For terms proportional to powers or products of higher dimensions of the eccentricities and inclinations, the problem of identifying all terms that will be observationally significant presents similar difficulties.

It was in the mid-1780s, in a renewed attempt to resolve a major unexplained anomaly in planetary motion, that Laplace came to focus on the role of small divisors. Since Kepler’s time, the mean motion of Jupiter had appeared to be slowly increasing, and that of Saturn slowly decreasing. Halley in his planetary tables, published posthumously in 1749, had postulated a secular acceleration for Jupiter and a secular deceleration for Saturn—a term in each case proportional to the time squared. Early in the 1770s, Laplace had shown that, if a term proportional to \({t}^{2}\) was assumed to be produced in the mean motion of a planet by gravitational interaction with a perturbing planet, its coefficient, calculated to the order of the first power of the perturbing masses and the third power of the eccentricities, would be identically zero. He concluded, unwarrantedly as later became clear, that the apparent changes in the mean motions of Jupiter and Saturn were not due to their gravitational interaction. Lagrange in a memoir of 1774—not directly responding to Laplace’s memoir—pointed out that apparent changes in the mean motion, inferred from observations covering a limited period, or widely separated in time but fortuitously chosen, could appear to be proportional to \({t}^{2}\) without being strictly so; they could arise from an oscillatory inequality of long period.

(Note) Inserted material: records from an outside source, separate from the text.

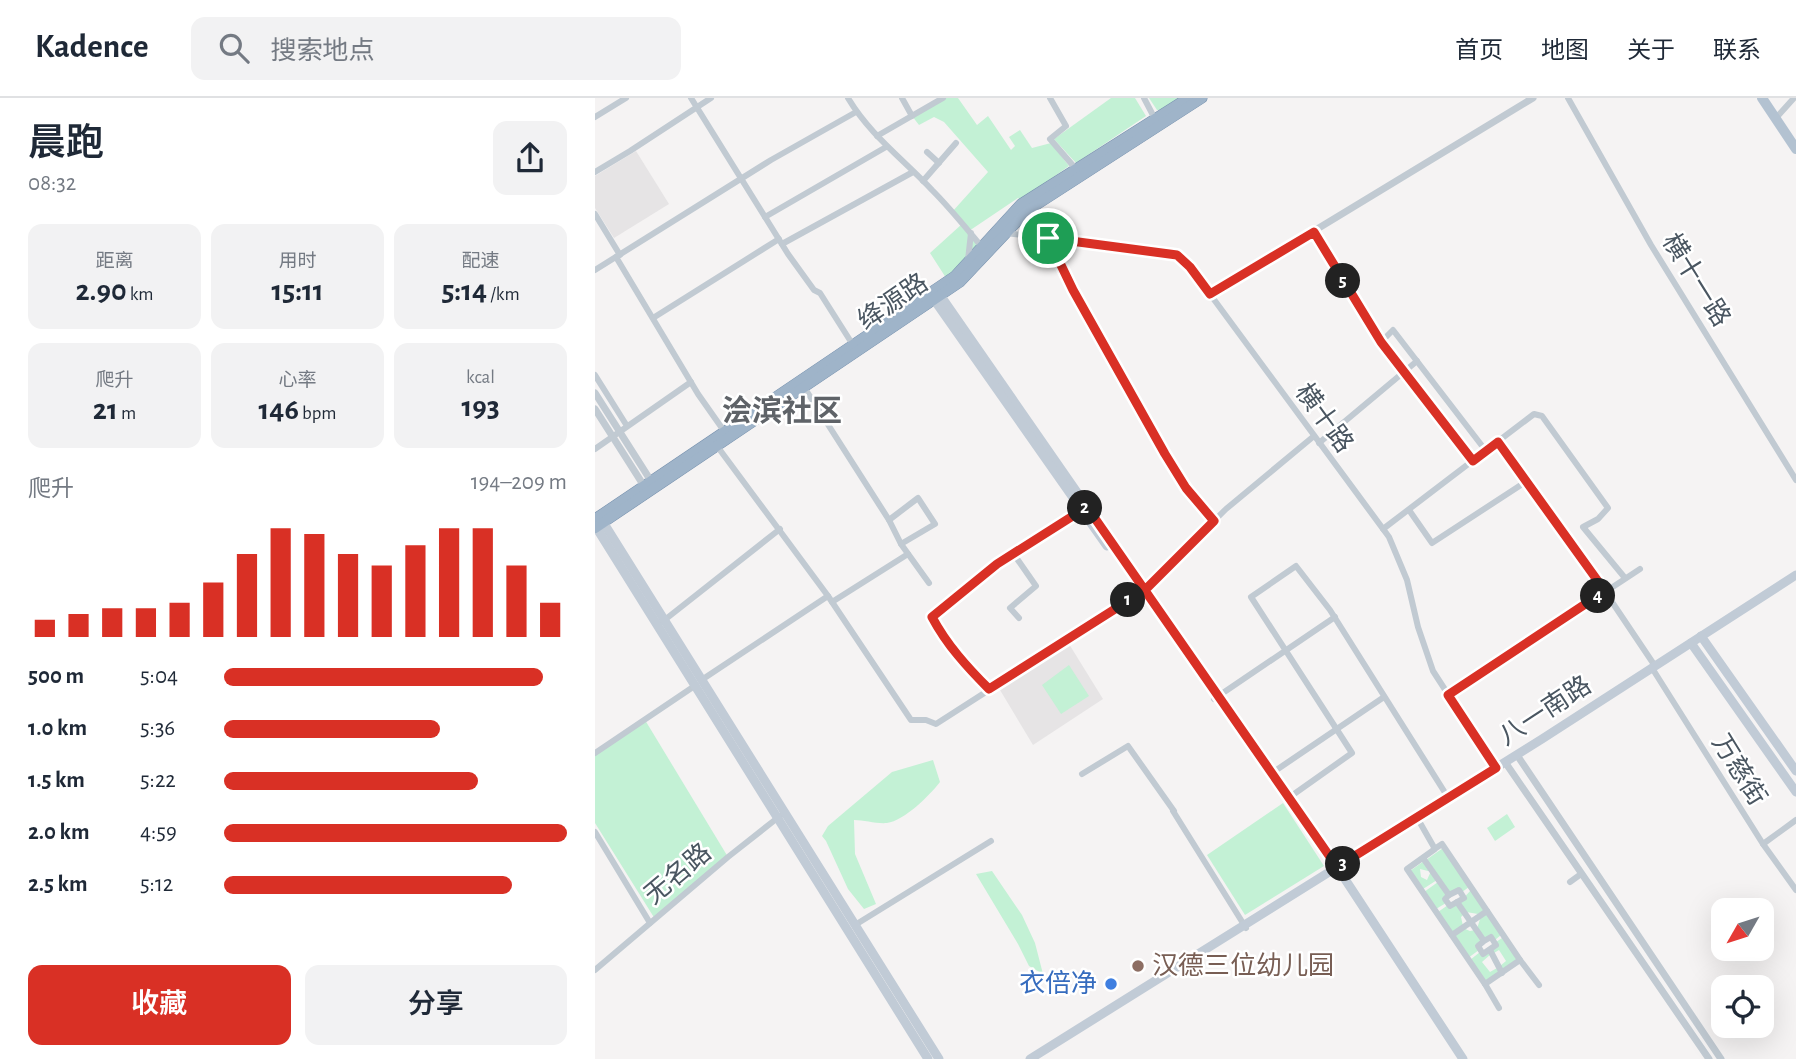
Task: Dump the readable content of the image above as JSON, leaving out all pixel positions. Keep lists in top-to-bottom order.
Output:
{
  "streets": {
    "highway": ["绛源路"],
    "main road": ["八一南路"],
    "street": [
      "横十一路",
      "横十路",
      "万慈街",
      "无名路"
    ]
  },
  "crossings": [
    ["绛源路", "横十路"],
    ["横十路", "八一南路"],
    ["八一南路", "万慈街"]
  ],
  "districts": ["浍滨社区"],
  "places": ["汉德三位幼儿园", "衣倍净"],
  "north": "bottom left",
  "page": {
    "header": "Kadence",
    "search": "搜索地点",
    "nav": [
      "首页",
      "地图",
      "关于",
      "联系"
    ],
    "heading": ["晨跑", "08:32"],
    "stats": [
      ["距离", "2.90 km"],
      ["用时", "15:11"],
      ["配速", "5:14 /km"],
      ["爬升", "21 m"],
      ["心率", "146 bpm"],
      ["kcal", "193"]
    ],
    "pins": [
      "5",
      "2",
      "4",
      "1",
      "3"
    ],
    "chart": ["爬升", "194–209 m"],
    "list": [
      {
        "name": "500 m",
        "note": "5:04"
      },
      {
        "name": "1.0 km",
        "note": "5:36"
      },
      {
        "name": "1.5 km",
        "note": "5:22"
      },
      {
        "name": "2.0 km",
        "note": "4:59"
      },
      {
        "name": "2.5 km",
        "note": "5:12"
      }
    ],
    "buttons": ["收藏", "分享"]
  }
}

This possibility, as Laplace at length discovered in 1785, proved to be the key to the anomalous apparent changes in the mean motions of Jupiter and Saturn. He announced his resolution of the problem to the Paris Academy of Sciences in November of that year. The small divisor involved was (\(5{n}^{\prime }-2n\)).36 A perturbational term proportional to \(M\cdot \sin (5{n}^{\prime }t - 2nt + A\)), where M and A are constants, goes through its full cycle of values in \(360^{\circ }/(5 {n}^\prime - 2 {n}) \approx 900 \hbox { years}\). For either planet, seventeenth-century and early eighteenth-century observational values could appear to fit a monotonic secular change proportional to \({t}^{2}\).

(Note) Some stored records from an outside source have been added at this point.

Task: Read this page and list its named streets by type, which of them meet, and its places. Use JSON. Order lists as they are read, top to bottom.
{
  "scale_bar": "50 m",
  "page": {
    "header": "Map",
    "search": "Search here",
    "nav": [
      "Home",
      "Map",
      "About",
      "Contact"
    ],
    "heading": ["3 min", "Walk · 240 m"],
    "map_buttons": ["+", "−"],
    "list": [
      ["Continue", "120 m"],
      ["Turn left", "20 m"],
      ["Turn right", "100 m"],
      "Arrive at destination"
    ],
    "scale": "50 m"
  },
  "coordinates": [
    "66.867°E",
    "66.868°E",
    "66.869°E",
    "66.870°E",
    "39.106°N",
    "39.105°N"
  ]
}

The coefficient M can be shown to consist of terms proportional to \({e}^{3}, {e}^{2}{e}^{\prime }, {ee}^{\prime 2}, {e}^{\prime 3}, {e}\gamma ^{2}, {e}^{\prime } \gamma ^{2}\), where e, \({e}^{\prime }\) are the orbital eccentricities of the two planets, and \(\gamma \) is the inclination of the two orbital planes to one another. These products are small fractions, equal to about 1/8,000 or less. Because of their smallness, and the formidable labor of computing the parts of the coefficient M, a term of the form \(M \sin (5{n}^{\prime }t-2nt + A\)) had never been computed before Laplace did so in 1785. He saw that, because of the double-integration involved in solving the differential equations, the coefficient of such a term would have for divisor the small factor (\(5{n}^{\prime }-2n)^{2}\); hence, Mmight prove large enough to make the term observationally detectable. Only an extended calculation could decide the question. Carrying it out, Laplace found for Jupiter \(20^{\prime }49^{\prime \prime }.5 \sin ( {5{n}^{\prime }{t} - 2{nt} + {A}})\) and for Saturn \(-48^{\prime }44^{\prime \prime } \sin ( {5{n}^{\prime }{t} - 2{nt} + {A}}),\) the coefficients being for the epoch 1750.37 (The coefficients are subject to secular change, owing to secular changes in the orbital elements.) The above terms represent the largest perturbational inequalities in the solar system and are referred to as “the great inequality of Jupiter and Saturn.”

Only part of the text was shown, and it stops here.